--- INPUT DATA Enclosed Below ---

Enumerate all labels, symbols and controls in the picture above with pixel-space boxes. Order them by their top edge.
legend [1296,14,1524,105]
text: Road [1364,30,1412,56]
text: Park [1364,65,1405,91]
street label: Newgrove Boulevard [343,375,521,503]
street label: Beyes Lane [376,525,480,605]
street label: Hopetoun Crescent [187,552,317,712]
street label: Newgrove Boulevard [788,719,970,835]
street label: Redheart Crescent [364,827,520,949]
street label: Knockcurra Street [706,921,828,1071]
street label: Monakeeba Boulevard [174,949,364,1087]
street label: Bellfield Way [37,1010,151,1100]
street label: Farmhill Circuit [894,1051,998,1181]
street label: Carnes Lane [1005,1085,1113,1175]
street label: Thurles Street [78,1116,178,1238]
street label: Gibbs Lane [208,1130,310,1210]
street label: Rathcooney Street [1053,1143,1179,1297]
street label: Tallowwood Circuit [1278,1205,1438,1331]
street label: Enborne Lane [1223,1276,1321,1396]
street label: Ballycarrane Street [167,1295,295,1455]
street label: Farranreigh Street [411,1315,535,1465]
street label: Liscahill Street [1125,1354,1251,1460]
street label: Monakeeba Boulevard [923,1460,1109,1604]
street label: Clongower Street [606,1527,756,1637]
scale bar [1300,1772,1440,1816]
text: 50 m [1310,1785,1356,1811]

--- End of Enclosed INPUT DATA ---

In the records above, find each line that holds the word "text"; copy all such lines.

text: Road [1364,30,1412,56]
text: Park [1364,65,1405,91]
text: 50 m [1310,1785,1356,1811]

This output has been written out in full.